Mais c’est surtout en Afrique que le candidat mènera campagne. Une campagne intense, axée sur des propositions précises et concrètes qui recueillent une large adhésion. Nous avons recensé plus de 400 articles de presse. Je crois qu’on n’a jamais autant parlé de Maurice et de francophonie qu’au cours de cette année. Presse écrite, radio, télévision. Mais je constate une faiblesse africaine : tous les dirigeants africains rencontrés voulaient d’abord connaître la position française. Quand le président Hollande a jeté son poids en faveur du Canada – malgré les réticences du Quai d’Orsay – les Africains ne se sont pas fait beaucoup prier pour s‘exécuter. Même le président Ali Bongo a préféré partir plutôt que de s’opposer. Maurice a le sentiment d’avoir été trahie.

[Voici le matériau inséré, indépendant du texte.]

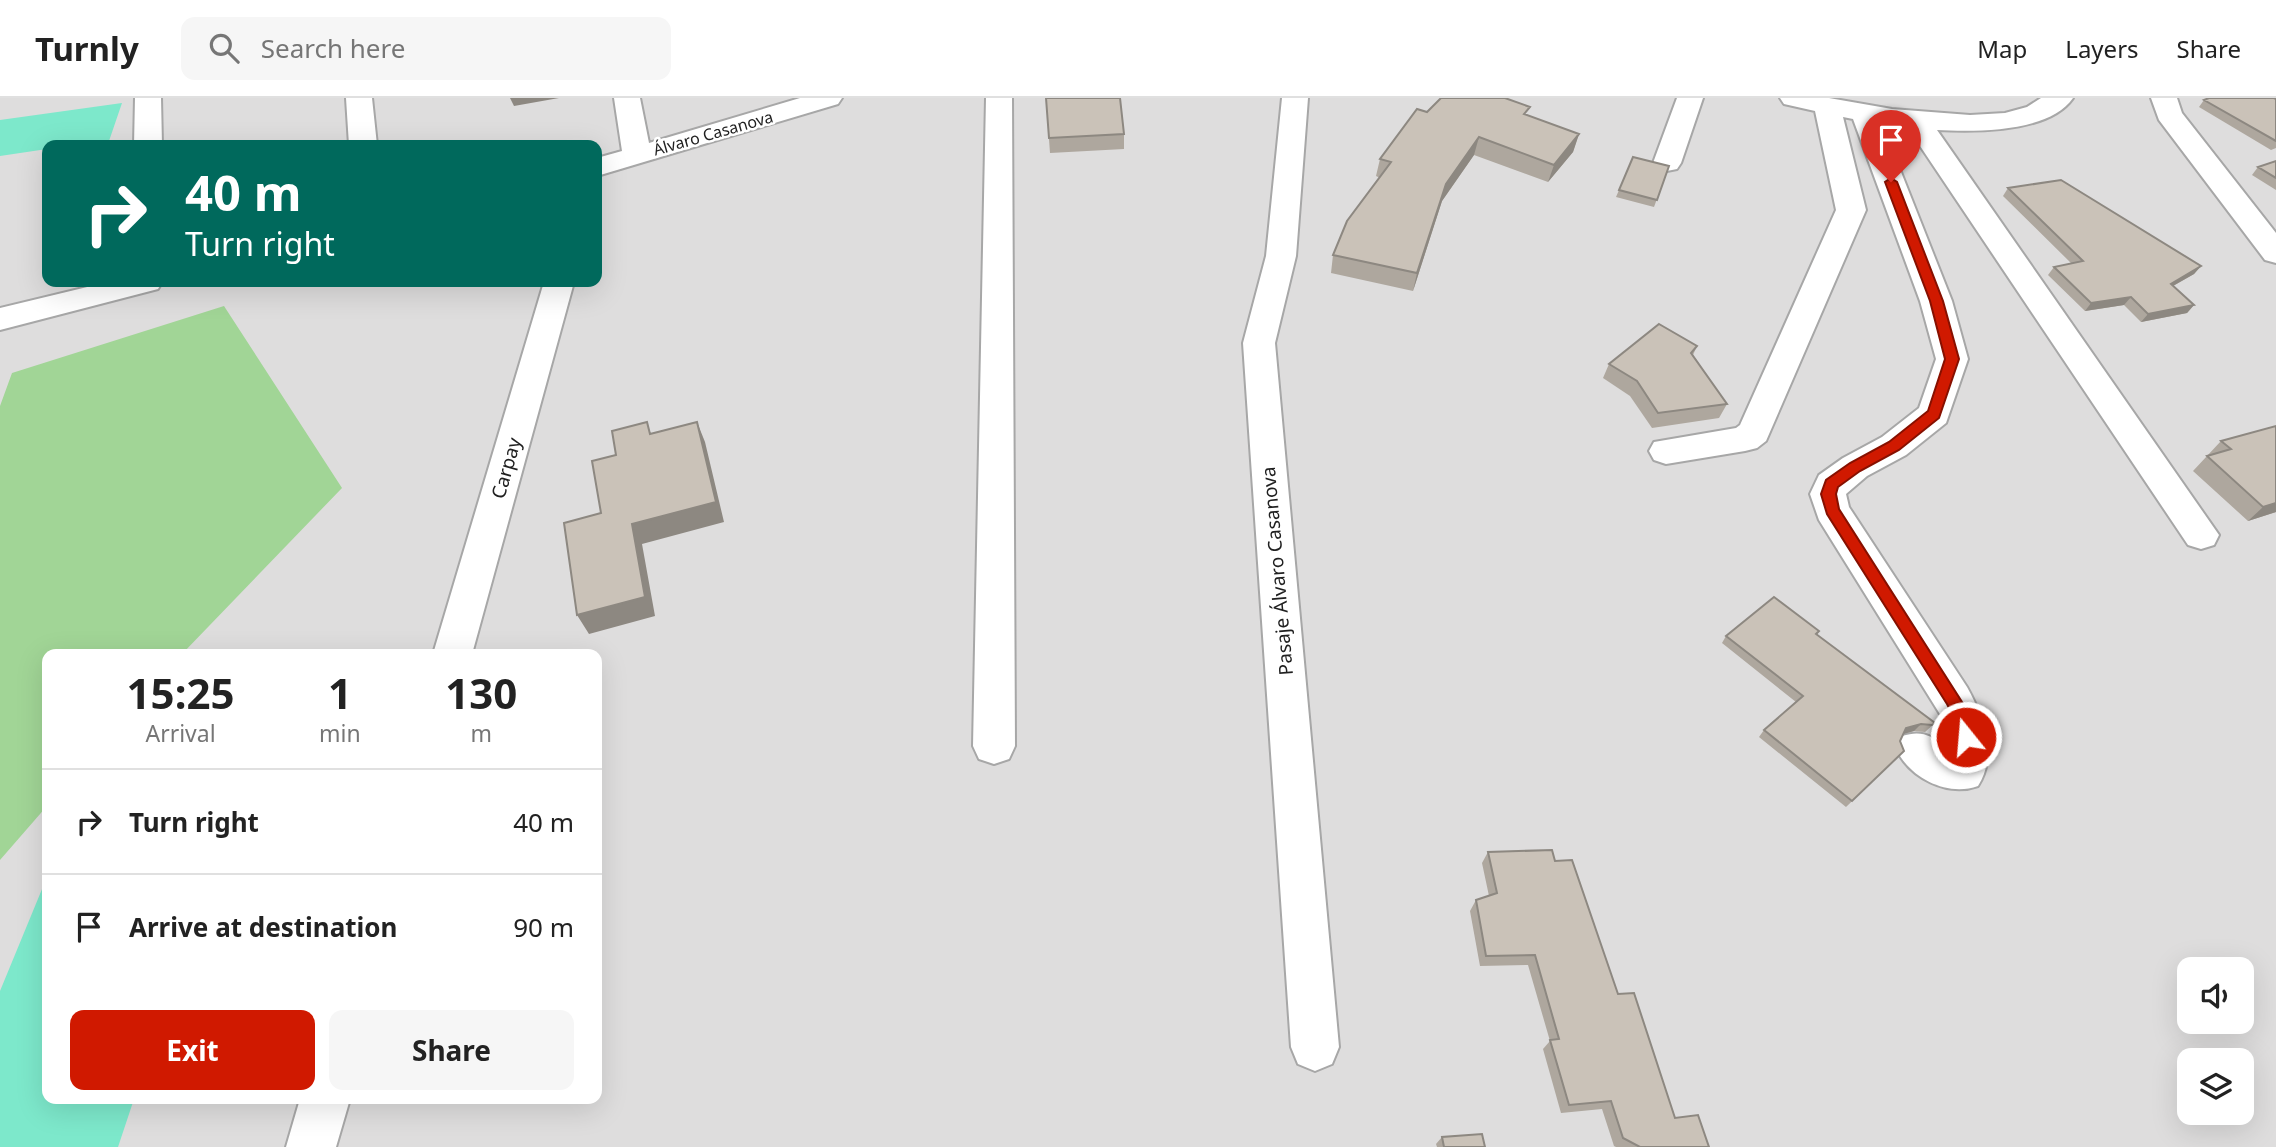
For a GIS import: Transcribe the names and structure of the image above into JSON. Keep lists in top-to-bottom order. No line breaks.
{"streets":{"street":["Álvaro Casanova","Carpay","Pasaje Álvaro Casanova"]},"page":{"header":"Turnly","search":"Search here","nav":["Map","Layers","Share"],"turn":["40 m","Turn right"],"eta":["15:25","Arrival","1","min","130","m"],"list":[{"name":"Turn right","value":"40 m"},{"name":"Arrive at destination","value":"90 m"}],"buttons":["Exit","Share"]}}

Les conséquences pour l’OIF sont graves, il n’y a qu’à lire la presse africaine et même française. La déception est très forte. On spécule beaucoup sur d’éventuelles contreparties.

En ce qui me concerne, je vais tourner la page. Je souhaite qu’une forme d’équilibre politique et gestionnaire soit trouvée à la direction de l’organisation pour sauvegarder le principe de la solidarité qui est censé être une vertu cardinale de l’organisation. Et plus que tout, il faut espérer que la francophonie économique voit le jour. Les dirigeants du Canada n’ont pas cessé, aux lendemains de l’élection encore, de me dire combien mon programme était pertinent et riche en propositions.

Je voudrais réitérer mes remerciements au président de la République, au Premier ministre, au vice Premier ministre, au ministre des Affaires étrangères et aux diplomates du ministère pour leur soutien agissant. J’ai été soutenu à Dakar par une forte délégation composée notamment de la secrétaire aux Affaires étrangères, Mme UshaCanabady, de M. Roy Bissondoyal, chargé d’Affaires à l’ambassade de Maurice, M. VijayMakhan, M. Amédée Darga, de Mme Marie-France Roussety qui se sont totalement investis dans cette bataille. Je remercie tous ceux, très nombreux à Maurice, en Afrique, en Asie et en Europe qui m’ont donné des ailes dans cette campagne qui a été longue et harassante.

Je termine en suggérant ce qui pourrait être mon prochain livre. Mon titre provisoire est trouvé : l’ambition mauricienne, le paradoxe sénégalais, l’erreur française.